Sur la responsabilité :
3. M. D... doit être regardé comme recherchant la responsabilité pour faute de l'Etat du fait de l'illégalité de la décision du 5 juillet 2012 par laquelle le général commandant la BSPP a mis fin à sa mise à disposition au profit du ministère de l'intérieur et l'a affecté au bureau prévention de la BSPP à compter du 1er août 2012, décision qu'il estime constitutive d'une sanction déguisée et prise en méconnaissance des obligations de prévention des risques professionnels qui s'imposent à l'employeur.

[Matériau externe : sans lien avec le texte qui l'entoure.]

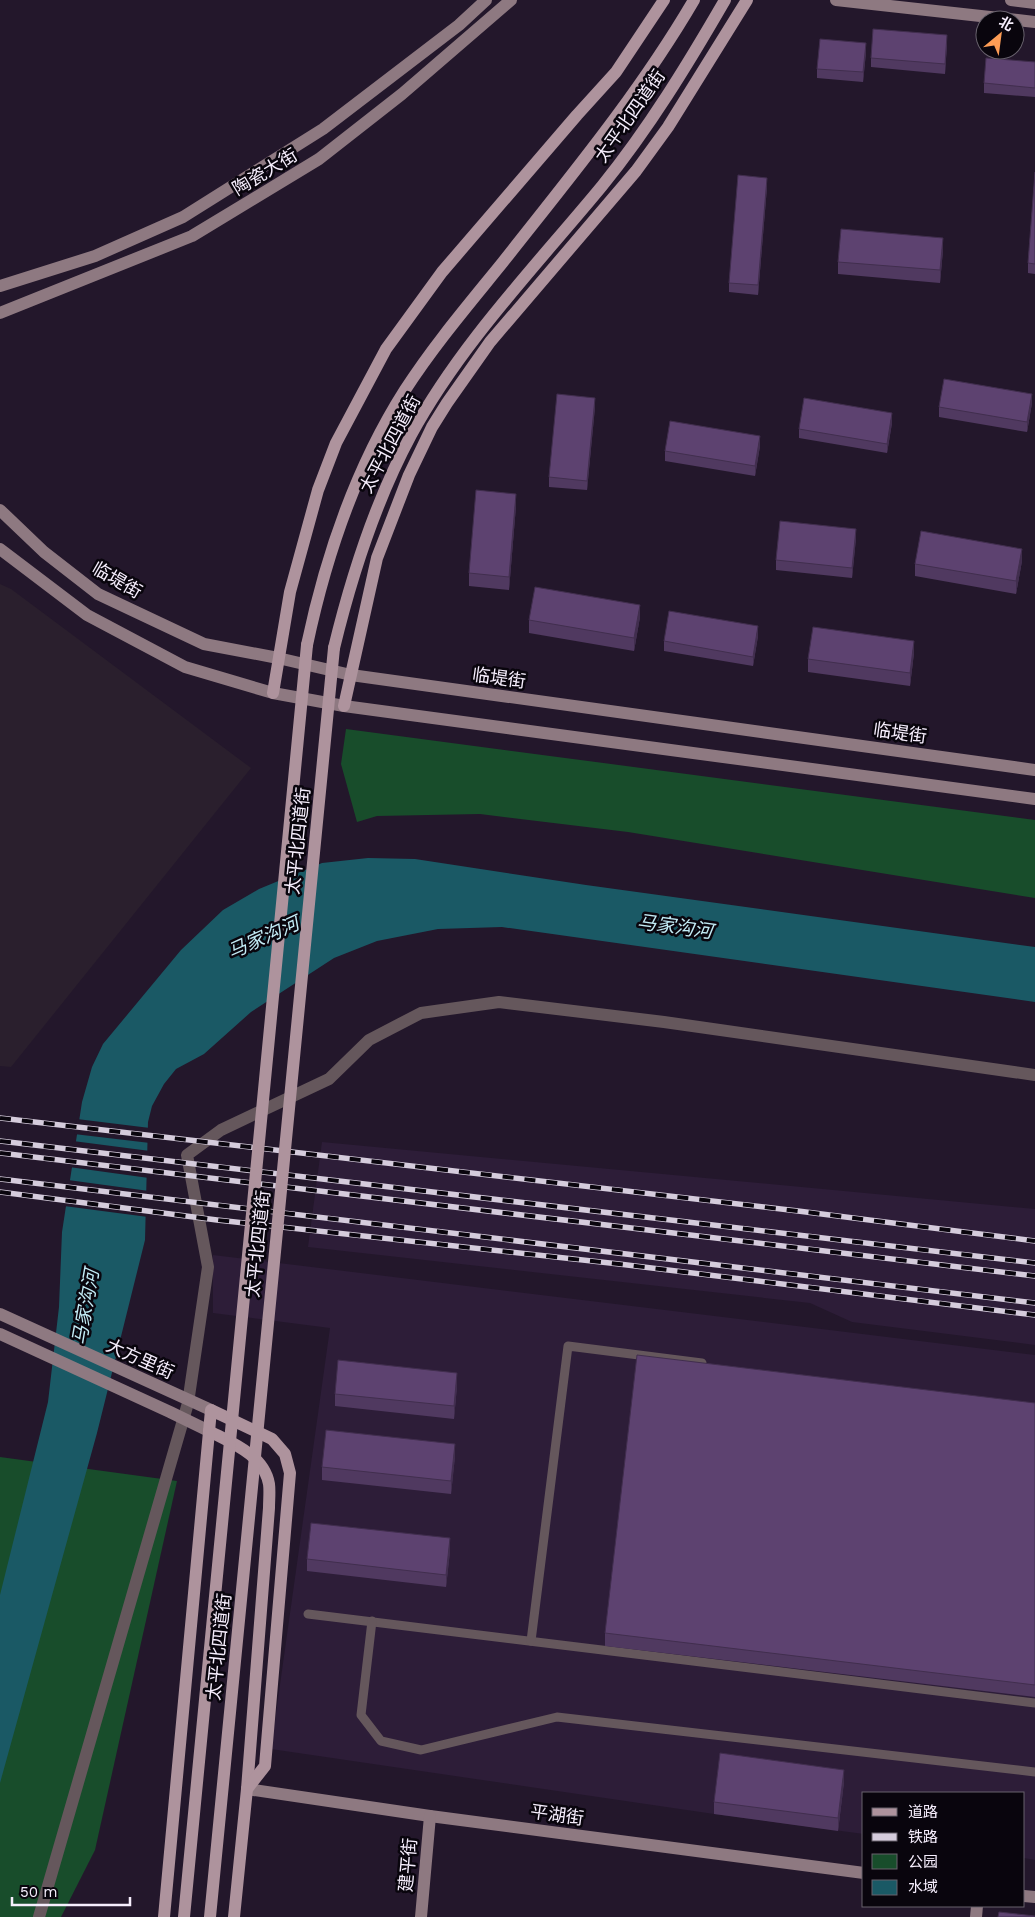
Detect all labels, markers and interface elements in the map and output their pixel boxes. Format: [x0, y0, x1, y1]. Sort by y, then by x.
north arrow [975, 10, 1025, 60]
text: 北 [996, 13, 1016, 34]
street label: 太平北四道街 [590, 65, 669, 166]
street label: 陶瓷大街 [228, 144, 301, 199]
street label: 太平北四道街 [355, 391, 424, 496]
street label: 临堤街 [89, 557, 146, 602]
street label: 临堤街 [471, 663, 527, 692]
street label: 临堤街 [872, 718, 928, 747]
street label: 太平北四道街 [281, 786, 314, 896]
water label: 马家沟河 [224, 910, 306, 963]
water label: 马家沟河 [636, 910, 718, 944]
street label: 太平北四道街 [241, 1189, 274, 1299]
water label: 马家沟河 [68, 1264, 104, 1347]
street label: 大方里街 [103, 1334, 177, 1383]
street label: 太平北四道街 [202, 1592, 235, 1702]
legend [862, 1792, 1025, 1907]
street label: 平湖街 [529, 1800, 585, 1829]
text: 道路 [908, 1803, 938, 1821]
text: 铁路 [908, 1828, 938, 1846]
street label: 建平街 [395, 1837, 420, 1893]
text: 公园 [908, 1853, 938, 1871]
scale bar [12, 1874, 130, 1906]
text: 水域 [908, 1878, 938, 1896]
text: 50 m [20, 1883, 57, 1901]

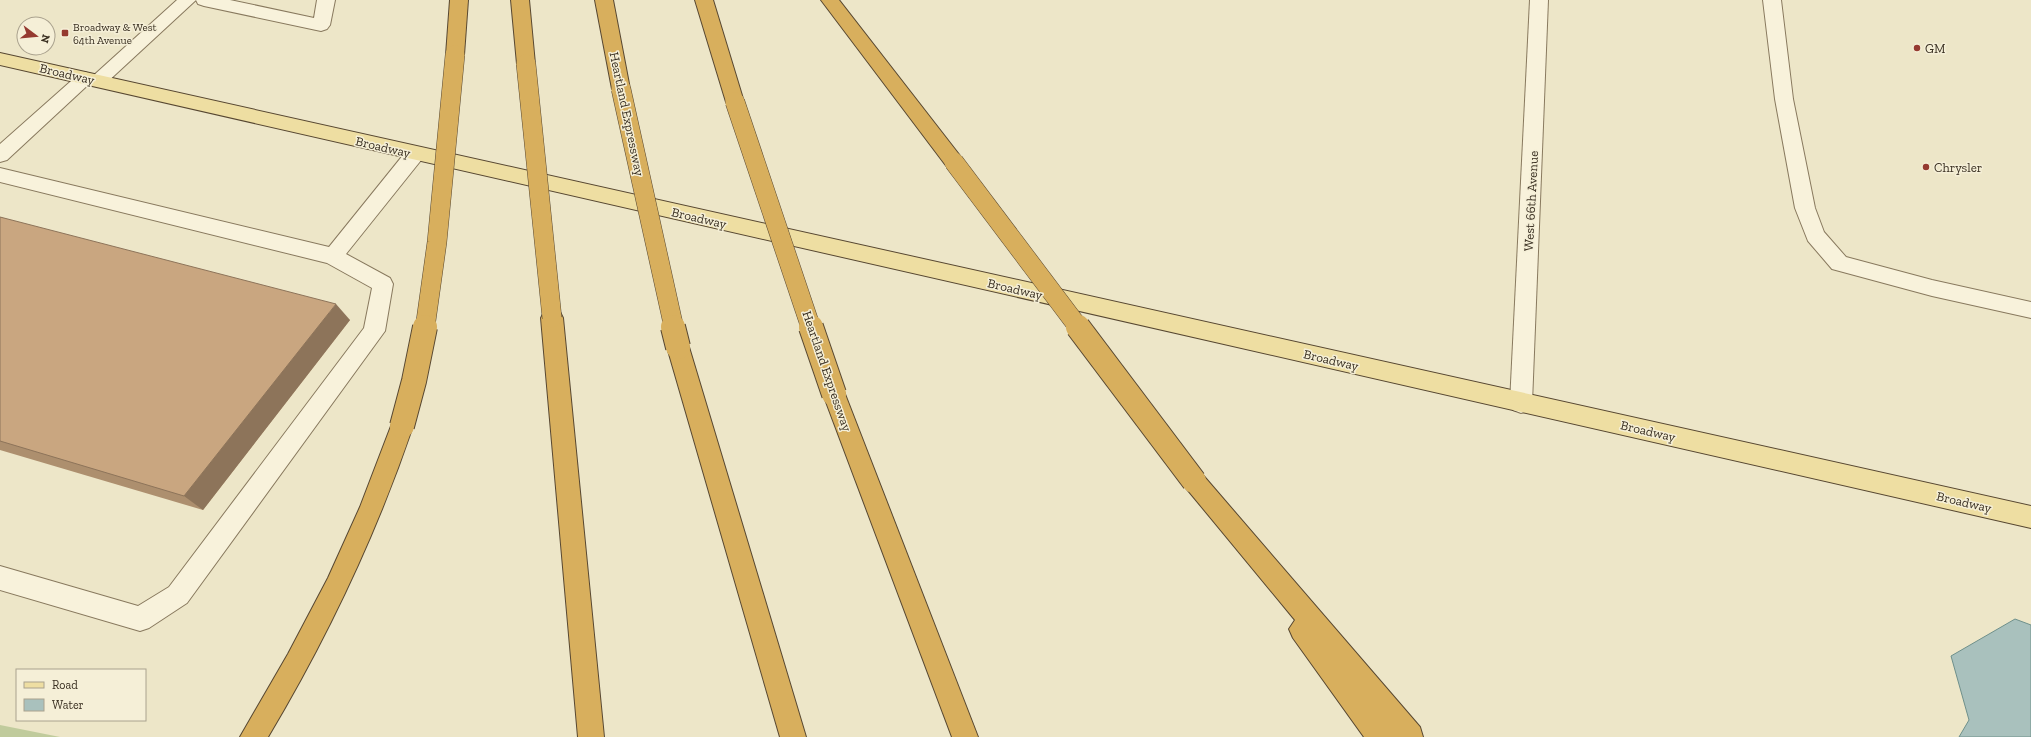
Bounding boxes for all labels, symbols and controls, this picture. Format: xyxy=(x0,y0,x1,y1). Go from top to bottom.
north arrow xyxy=(16,16,56,56)
place label: Broadway & West 64th Avenue xyxy=(73,21,157,47)
marker: Broadway & West 64th Avenue xyxy=(60,28,70,38)
text: N xyxy=(38,33,53,45)
place label: GM xyxy=(1925,41,1945,56)
marker: GM xyxy=(1912,43,1922,53)
street label: Heartland Expressway xyxy=(607,51,648,178)
street label: Broadway xyxy=(38,60,96,88)
street label: Broadway xyxy=(354,133,412,161)
street label: West 66th Avenue xyxy=(1521,150,1541,252)
place label: Chrysler xyxy=(1934,160,1982,175)
marker: Chrysler xyxy=(1921,162,1931,172)
street label: Broadway xyxy=(670,204,728,232)
street label: Broadway xyxy=(986,275,1044,303)
street label: Heartland Expressway xyxy=(799,309,855,434)
street label: Broadway xyxy=(1302,346,1360,374)
street label: Broadway xyxy=(1619,417,1677,445)
street label: Broadway xyxy=(1935,488,1993,516)
legend xyxy=(16,669,146,721)
text: Road xyxy=(52,678,78,692)
text: Water xyxy=(52,698,84,712)

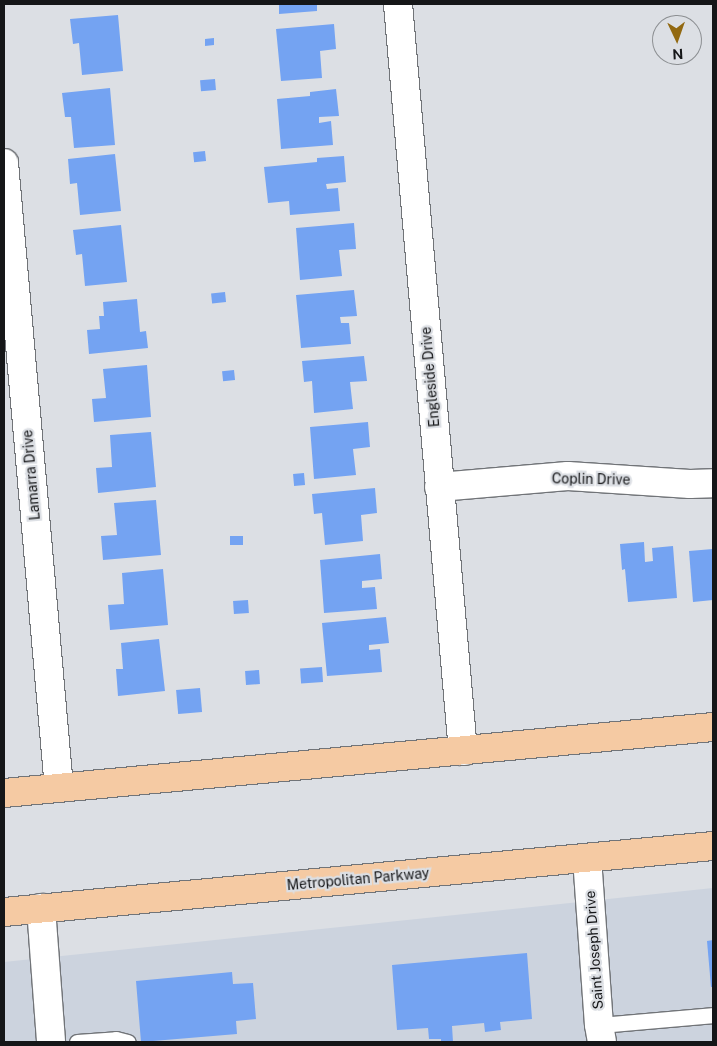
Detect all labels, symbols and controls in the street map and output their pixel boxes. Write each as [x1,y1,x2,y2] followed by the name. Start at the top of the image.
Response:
[652,15,702,65] north arrow
[672,46,684,62] text: N
[417,326,443,428] street label: Engleside Drive
[19,429,43,521] street label: Lamarra Drive
[552,470,630,488] street label: Coplin Drive
[286,864,430,894] street label: Metropolitan Parkway
[581,890,607,1010] street label: Saint Joseph Drive

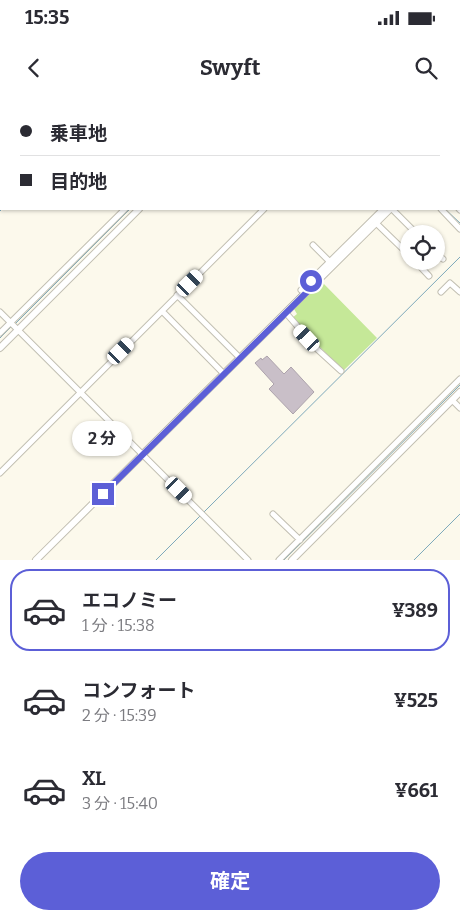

4. Aux termes de l'article L. 4138-2 du code de la défense : " L'activité est la position du militaire qui occupe un emploi de son grade. / Reste dans cette position le militaire : (...) 2° Qui est affecté, pour une durée limitée, dans l'intérêt du service dans les conditions et auprès d'organismes définis par décret en Conseil d'Etat ". Aux termes de l'article R. 4138-33 du code de la défense : " Dans l'intérêt du service ou dans l'intérêt de la défense, il peut être mis fin à tout moment à l'affectation d'un militaire dans l'un des organismes mentionnés à l'article R. 4138-30-1, sur décision du ministre de la défense (...) ". Aux termes de l'article 11 du décret du 21 septembre 2010 pris pour l'application de l'article 43 de la loi n° 2009-972 du 3 août 2009 relative à la mobilité et aux parcours professionnels dans la fonction publique : " A l'échéance du contrat mentionné au 1° de l'article 1er, ou en cas de résiliation de ce contrat, le militaire est affecté sur un emploi de son grade. / La mise à la disposition peut prendre fin avant l'expiration de sa durée sur demande du ministère de la défense ou du militaire, sous réserve des règles de préavis prévues par la convention de mise à la disposition mentionnée à l'article 3 du présent décret. / Lorsque le militaire demande qu'il soit mis fin, avant son terme, à la mise à la disposition et si le ministère de la défense ne peut l'affecter immédiatement, il est placé en congé pour convenances personnelles non rémunéré jusqu'à ce qu'intervienne une affectation dans un emploi de son grade, qui doit être effective dans un délai maximum de trois mois à compter de la demande d'affectation. / Dans l'intérêt du service ou dans l'intérêt de la défense, la mise à la disposition peut également être suspendue, à la demande du ministère de la défense, selon des modalités prévues par la convention de mise à la disposition mentionnée à l'article 3 du présent décret ".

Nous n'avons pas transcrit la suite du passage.